Tuesday, 8 April 2014

UK FLOODS 2014

FLOODING IN A MORE DEVELOPED COUNTRY

BACKGROUND INFO

· GDP per capita ~$36 000

· Between December 2013 and February 2014 large areas of the UK experienced an exceptional run of severe winter storms, culminating in serious coastal damage and widespread flooding.









CAUSES

· A series of storms brought extremely heavy and prolonged rainfall with some areas such as Winchester experiencing levels over 300% above average.

· Some studies suggest that anthropogenic Climate Change has increased the intensity and rainfall lvels of Atlantic storms although there is no definitive evidence for this.

· Several rivers including the River Parrett in the Levels and the River Thames in London overflowed their banks, while in other parts of the country such as the village of Hambledon in Hampshire the ground became so saturated that the water table reached the surface.

· The Somerset Levels are only around 8m above sea level and thus is naturally prone to flooding. Man-made drainage and flood defence systems have been practised since Roman times for farming.

· Some have blamed the floods on human management of the area and have even accused the Labour government of ‘deliberately engineering’ the floods. For example, rivers such as the River Parrett had not been dredged since the late 1990s but the Environment Agency claims this would not have prevented the floods and may have worsened flooding downstream.







IMPACTS

· Several people were killed by secondary effects; for example a 7 years old boy died from carbon monoxide poisoning as his family tried to clear their home with industrial water pumps.

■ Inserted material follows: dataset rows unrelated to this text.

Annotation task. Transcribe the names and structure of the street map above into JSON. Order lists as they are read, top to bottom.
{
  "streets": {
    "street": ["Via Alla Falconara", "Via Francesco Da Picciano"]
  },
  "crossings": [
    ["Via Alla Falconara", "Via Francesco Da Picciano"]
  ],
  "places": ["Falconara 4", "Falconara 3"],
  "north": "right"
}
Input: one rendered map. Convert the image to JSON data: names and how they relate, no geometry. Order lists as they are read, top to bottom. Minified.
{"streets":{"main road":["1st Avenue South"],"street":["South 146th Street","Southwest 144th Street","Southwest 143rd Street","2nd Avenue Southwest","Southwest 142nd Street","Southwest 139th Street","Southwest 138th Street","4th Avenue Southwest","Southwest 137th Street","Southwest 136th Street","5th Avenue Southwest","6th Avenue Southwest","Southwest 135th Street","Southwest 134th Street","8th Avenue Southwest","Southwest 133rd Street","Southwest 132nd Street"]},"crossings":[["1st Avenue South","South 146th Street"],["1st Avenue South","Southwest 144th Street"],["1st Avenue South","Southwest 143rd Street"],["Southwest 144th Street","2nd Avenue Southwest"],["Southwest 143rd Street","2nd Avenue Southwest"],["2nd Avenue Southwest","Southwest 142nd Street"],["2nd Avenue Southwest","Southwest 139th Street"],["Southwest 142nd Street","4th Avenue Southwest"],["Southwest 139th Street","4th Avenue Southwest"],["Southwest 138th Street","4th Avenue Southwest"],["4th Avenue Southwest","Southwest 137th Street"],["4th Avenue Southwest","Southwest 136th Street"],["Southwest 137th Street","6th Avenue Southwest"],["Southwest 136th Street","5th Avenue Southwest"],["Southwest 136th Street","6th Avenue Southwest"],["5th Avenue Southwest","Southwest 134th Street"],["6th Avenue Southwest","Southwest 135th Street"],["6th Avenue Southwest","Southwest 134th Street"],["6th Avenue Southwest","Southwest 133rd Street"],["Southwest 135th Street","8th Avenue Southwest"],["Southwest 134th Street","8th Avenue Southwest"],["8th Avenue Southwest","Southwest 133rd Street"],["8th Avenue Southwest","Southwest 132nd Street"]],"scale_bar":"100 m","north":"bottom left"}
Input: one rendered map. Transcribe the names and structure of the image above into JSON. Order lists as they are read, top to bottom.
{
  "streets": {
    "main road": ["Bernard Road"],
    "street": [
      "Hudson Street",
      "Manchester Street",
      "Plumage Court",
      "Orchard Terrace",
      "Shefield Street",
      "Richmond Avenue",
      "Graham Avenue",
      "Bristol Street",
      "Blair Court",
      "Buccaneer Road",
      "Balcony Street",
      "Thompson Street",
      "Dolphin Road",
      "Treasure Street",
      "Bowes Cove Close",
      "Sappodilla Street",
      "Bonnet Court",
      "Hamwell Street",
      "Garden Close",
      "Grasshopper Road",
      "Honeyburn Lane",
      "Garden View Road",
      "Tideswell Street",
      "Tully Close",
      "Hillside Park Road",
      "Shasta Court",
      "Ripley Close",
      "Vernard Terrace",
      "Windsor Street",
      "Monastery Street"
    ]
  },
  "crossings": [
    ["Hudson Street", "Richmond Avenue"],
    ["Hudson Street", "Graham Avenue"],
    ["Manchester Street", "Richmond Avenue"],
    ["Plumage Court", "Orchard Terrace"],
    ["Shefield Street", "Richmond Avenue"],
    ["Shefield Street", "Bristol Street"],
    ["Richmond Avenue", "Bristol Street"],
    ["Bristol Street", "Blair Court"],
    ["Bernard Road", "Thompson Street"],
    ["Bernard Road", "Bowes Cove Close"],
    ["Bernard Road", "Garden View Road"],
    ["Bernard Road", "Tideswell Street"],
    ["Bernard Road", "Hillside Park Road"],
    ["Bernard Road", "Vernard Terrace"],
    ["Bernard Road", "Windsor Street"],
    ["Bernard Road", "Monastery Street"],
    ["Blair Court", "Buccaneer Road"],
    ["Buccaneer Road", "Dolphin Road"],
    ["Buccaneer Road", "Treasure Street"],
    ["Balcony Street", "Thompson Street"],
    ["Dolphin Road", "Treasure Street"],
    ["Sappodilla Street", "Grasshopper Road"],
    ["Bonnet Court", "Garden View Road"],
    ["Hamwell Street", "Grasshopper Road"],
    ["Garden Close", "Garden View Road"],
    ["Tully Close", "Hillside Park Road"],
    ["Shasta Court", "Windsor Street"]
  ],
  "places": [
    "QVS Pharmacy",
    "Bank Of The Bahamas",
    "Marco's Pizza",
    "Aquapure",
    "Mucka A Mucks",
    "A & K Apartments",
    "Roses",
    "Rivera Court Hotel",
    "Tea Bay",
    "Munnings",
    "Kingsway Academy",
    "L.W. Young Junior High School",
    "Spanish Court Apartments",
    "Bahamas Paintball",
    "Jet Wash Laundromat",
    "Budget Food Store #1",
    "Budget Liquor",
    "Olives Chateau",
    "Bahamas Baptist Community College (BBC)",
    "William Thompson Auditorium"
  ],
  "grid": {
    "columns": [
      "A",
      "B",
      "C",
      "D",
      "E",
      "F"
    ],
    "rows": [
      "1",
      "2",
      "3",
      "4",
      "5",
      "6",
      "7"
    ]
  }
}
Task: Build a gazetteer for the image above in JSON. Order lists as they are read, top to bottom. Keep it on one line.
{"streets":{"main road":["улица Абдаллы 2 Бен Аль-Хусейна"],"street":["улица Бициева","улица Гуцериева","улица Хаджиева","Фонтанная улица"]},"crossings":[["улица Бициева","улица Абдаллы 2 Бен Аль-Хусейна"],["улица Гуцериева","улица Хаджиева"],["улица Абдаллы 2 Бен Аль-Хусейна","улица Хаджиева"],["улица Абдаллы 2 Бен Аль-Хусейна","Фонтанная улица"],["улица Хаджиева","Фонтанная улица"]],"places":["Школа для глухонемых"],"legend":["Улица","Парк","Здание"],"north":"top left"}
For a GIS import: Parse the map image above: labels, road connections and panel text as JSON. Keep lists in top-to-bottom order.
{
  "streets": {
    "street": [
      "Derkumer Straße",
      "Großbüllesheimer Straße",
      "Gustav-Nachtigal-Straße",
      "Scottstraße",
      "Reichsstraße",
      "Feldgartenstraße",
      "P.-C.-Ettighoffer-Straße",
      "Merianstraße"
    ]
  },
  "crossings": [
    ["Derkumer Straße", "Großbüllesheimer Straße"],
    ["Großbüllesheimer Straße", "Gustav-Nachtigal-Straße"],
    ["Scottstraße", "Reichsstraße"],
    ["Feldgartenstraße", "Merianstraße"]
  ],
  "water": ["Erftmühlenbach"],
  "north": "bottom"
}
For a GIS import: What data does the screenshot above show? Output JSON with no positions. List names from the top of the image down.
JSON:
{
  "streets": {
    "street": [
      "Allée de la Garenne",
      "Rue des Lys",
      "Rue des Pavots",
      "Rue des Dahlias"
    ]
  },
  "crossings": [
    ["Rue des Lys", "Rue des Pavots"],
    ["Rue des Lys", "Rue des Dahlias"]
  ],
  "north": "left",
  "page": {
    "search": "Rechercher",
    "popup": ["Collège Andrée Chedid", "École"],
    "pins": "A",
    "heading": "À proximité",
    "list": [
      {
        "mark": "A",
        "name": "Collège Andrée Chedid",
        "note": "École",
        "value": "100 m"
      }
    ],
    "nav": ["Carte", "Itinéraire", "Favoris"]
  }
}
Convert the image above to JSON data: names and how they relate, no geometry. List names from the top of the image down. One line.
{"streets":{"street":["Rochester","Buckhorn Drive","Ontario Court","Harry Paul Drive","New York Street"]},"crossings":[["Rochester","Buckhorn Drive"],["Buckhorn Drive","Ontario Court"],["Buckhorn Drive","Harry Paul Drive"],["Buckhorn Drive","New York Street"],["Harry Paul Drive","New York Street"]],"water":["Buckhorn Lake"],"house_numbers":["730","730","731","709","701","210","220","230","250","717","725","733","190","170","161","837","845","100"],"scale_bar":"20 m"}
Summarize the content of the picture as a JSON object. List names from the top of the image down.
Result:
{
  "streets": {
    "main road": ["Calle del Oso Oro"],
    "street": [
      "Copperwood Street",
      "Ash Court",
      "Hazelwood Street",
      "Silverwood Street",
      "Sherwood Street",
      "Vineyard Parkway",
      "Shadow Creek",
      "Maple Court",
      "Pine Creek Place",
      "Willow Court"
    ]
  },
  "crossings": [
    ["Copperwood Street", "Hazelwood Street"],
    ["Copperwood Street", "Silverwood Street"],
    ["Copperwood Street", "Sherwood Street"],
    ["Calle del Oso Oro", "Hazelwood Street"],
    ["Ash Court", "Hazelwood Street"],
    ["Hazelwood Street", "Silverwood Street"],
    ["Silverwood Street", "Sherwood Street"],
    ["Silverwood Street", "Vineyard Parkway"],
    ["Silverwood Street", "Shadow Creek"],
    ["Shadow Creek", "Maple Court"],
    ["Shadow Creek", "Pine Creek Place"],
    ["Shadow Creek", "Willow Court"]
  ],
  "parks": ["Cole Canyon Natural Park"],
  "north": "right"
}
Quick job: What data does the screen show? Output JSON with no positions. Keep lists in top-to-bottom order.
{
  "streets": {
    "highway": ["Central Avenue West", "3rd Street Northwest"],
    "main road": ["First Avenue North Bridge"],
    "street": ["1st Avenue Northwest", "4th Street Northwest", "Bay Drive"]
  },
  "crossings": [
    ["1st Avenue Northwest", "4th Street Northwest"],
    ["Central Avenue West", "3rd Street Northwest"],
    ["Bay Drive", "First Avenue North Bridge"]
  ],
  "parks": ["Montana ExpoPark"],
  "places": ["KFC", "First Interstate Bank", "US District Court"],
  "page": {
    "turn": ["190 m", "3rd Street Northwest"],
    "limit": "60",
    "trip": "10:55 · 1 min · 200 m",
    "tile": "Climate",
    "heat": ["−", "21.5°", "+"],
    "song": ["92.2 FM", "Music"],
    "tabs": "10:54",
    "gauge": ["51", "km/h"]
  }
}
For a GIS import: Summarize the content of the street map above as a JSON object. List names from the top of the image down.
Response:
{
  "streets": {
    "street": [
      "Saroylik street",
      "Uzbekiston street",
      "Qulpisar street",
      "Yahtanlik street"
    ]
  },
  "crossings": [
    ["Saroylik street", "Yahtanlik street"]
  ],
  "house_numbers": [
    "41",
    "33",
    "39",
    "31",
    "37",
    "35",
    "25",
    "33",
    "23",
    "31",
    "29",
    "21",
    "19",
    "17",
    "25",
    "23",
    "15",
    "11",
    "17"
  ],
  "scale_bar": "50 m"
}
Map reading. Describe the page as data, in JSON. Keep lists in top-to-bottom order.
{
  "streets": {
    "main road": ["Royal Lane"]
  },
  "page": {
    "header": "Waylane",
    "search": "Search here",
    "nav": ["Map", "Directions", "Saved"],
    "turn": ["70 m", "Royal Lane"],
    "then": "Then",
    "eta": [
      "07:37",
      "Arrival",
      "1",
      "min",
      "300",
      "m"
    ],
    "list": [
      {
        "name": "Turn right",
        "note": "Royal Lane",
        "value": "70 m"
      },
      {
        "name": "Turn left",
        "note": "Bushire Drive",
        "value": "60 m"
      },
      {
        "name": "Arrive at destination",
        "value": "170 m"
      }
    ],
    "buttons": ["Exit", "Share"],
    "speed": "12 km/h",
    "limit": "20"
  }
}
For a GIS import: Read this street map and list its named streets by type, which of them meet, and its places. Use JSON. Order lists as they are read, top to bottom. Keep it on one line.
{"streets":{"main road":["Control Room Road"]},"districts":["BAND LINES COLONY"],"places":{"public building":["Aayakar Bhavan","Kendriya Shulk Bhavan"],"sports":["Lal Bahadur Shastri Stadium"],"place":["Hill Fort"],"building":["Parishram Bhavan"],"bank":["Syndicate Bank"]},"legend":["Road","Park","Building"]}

· Over 7000 homes and 3000 commercial properties across England and Wales were flooded and thousands experienced power cuts. Insurers have estimated a cost of around £40k of repair work per household. However this is small in comparison to the 55 000 homes and businesses flooded in 2007.

· The low-lying Somerset Levels were badly affected with 10% of the 650km2 area submerged.

· Many people have had to take time off work or have been able to get to work, while farmers have struggled with flooded fields and ruins crops. However there could be a benefit for farmers who were unaffected if spoiled produce leads to price rises but it is too early to tell if that will happen.

· Conservationists have reported the deaths of 600 sea birds and 250 seals in the storms while inland hibernating animals were badly affect and 5000 fish were found dead in fields in Oxfordshire after the floods subsided. However, waterfowl have benefited as it has increased the area of their habitat.

· Estimates of economic damage range from £630m ($1b) for insurance and repairs, up to £14b ($23b) (1% of GDP) if you include the losses incurred by businesses in the Thames Valley. However, flood protection companies have benefited, such as Van Heck who has sent more than 20 industrial size pumps to Somerset.






RESPONSES


· A large-scale response was initiated involving the military with homes evacuated and 150 rescued in 24 hours along the Thames. However, when Prince Charles visited the SL’s he criticised the government’s slow response with one woman in Somerset being trapped in her home for 13 days.

· £14m has been paid out by the government to help communities recover including £5000 per house.

· Dredging started at the end of March with £5.8m spent on clearing 5 miles of the Tone & Parrett rivers.

· A scheme called ‘Flood Re’ is set to be introduced in 2015 to help people with rising flood insurance.








Discussion point: Could this flooding have been prevented?